====== RECORDS FOR PROCESSING
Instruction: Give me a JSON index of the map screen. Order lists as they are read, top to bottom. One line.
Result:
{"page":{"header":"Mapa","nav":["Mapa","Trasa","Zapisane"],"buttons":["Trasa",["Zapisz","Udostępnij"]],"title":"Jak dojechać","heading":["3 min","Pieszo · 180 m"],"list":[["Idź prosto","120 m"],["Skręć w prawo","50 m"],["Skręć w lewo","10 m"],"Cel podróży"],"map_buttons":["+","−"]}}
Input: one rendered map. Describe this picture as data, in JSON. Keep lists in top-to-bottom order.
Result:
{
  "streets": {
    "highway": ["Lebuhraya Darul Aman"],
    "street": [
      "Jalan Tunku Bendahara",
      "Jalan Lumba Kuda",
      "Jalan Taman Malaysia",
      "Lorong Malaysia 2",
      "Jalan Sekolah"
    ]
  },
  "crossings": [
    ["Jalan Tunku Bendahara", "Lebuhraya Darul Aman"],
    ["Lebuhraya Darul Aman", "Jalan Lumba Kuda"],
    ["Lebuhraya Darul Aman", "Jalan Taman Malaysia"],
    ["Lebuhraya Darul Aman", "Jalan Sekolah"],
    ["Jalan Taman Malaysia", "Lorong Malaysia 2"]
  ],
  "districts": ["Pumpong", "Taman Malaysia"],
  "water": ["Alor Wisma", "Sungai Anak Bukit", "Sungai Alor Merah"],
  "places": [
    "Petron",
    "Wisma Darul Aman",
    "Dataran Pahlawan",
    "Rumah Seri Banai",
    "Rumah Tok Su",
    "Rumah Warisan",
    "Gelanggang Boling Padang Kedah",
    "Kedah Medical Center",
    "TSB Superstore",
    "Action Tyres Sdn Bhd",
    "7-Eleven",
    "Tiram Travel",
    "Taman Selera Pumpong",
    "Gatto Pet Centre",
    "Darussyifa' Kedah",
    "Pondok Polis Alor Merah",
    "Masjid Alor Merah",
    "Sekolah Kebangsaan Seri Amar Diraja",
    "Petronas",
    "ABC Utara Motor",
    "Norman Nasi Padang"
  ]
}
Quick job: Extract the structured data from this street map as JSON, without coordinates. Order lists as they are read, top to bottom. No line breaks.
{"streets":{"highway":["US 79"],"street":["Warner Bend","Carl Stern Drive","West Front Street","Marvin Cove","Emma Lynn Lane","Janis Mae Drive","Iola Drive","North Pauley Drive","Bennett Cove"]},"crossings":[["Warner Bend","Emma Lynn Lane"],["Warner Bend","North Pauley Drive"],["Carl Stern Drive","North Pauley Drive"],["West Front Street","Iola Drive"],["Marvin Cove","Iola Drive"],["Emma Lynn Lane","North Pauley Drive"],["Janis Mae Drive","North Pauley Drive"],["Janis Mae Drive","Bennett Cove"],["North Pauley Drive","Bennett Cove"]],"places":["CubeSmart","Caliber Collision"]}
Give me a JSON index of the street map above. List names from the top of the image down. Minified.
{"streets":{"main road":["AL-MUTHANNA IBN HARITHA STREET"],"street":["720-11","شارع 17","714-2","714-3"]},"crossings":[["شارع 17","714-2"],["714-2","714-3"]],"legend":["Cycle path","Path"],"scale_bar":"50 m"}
============
» **EXERCISE REQUIREMENTS**:
Retype the entries exactly, including every line.

» **EXPECTED ANSWER**:
Instruction: Give me a JSON index of the map screen. Order lists as they are read, top to bottom. One line.
Result:
{"page":{"header":"Mapa","nav":["Mapa","Trasa","Zapisane"],"buttons":["Trasa",["Zapisz","Udostępnij"]],"title":"Jak dojechać","heading":["3 min","Pieszo · 180 m"],"list":[["Idź prosto","120 m"],["Skręć w prawo","50 m"],["Skręć w lewo","10 m"],"Cel podróży"],"map_buttons":["+","−"]}}
Input: one rendered map. Describe this picture as data, in JSON. Keep lists in top-to-bottom order.
Result:
{
  "streets": {
    "highway": ["Lebuhraya Darul Aman"],
    "street": [
      "Jalan Tunku Bendahara",
      "Jalan Lumba Kuda",
      "Jalan Taman Malaysia",
      "Lorong Malaysia 2",
      "Jalan Sekolah"
    ]
  },
  "crossings": [
    ["Jalan Tunku Bendahara", "Lebuhraya Darul Aman"],
    ["Lebuhraya Darul Aman", "Jalan Lumba Kuda"],
    ["Lebuhraya Darul Aman", "Jalan Taman Malaysia"],
    ["Lebuhraya Darul Aman", "Jalan Sekolah"],
    ["Jalan Taman Malaysia", "Lorong Malaysia 2"]
  ],
  "districts": ["Pumpong", "Taman Malaysia"],
  "water": ["Alor Wisma", "Sungai Anak Bukit", "Sungai Alor Merah"],
  "places": [
    "Petron",
    "Wisma Darul Aman",
    "Dataran Pahlawan",
    "Rumah Seri Banai",
    "Rumah Tok Su",
    "Rumah Warisan",
    "Gelanggang Boling Padang Kedah",
    "Kedah Medical Center",
    "TSB Superstore",
    "Action Tyres Sdn Bhd",
    "7-Eleven",
    "Tiram Travel",
    "Taman Selera Pumpong",
    "Gatto Pet Centre",
    "Darussyifa' Kedah",
    "Pondok Polis Alor Merah",
    "Masjid Alor Merah",
    "Sekolah Kebangsaan Seri Amar Diraja",
    "Petronas",
    "ABC Utara Motor",
    "Norman Nasi Padang"
  ]
}
Quick job: Extract the structured data from this street map as JSON, without coordinates. Order lists as they are read, top to bottom. No line breaks.
{"streets":{"highway":["US 79"],"street":["Warner Bend","Carl Stern Drive","West Front Street","Marvin Cove","Emma Lynn Lane","Janis Mae Drive","Iola Drive","North Pauley Drive","Bennett Cove"]},"crossings":[["Warner Bend","Emma Lynn Lane"],["Warner Bend","North Pauley Drive"],["Carl Stern Drive","North Pauley Drive"],["West Front Street","Iola Drive"],["Marvin Cove","Iola Drive"],["Emma Lynn Lane","North Pauley Drive"],["Janis Mae Drive","North Pauley Drive"],["Janis Mae Drive","Bennett Cove"],["North Pauley Drive","Bennett Cove"]],"places":["CubeSmart","Caliber Collision"]}
Give me a JSON index of the street map above. List names from the top of the image down. Minified.
{"streets":{"main road":["AL-MUTHANNA IBN HARITHA STREET"],"street":["720-11","شارع 17","714-2","714-3"]},"crossings":[["شارع 17","714-2"],["714-2","714-3"]],"legend":["Cycle path","Path"],"scale_bar":"50 m"}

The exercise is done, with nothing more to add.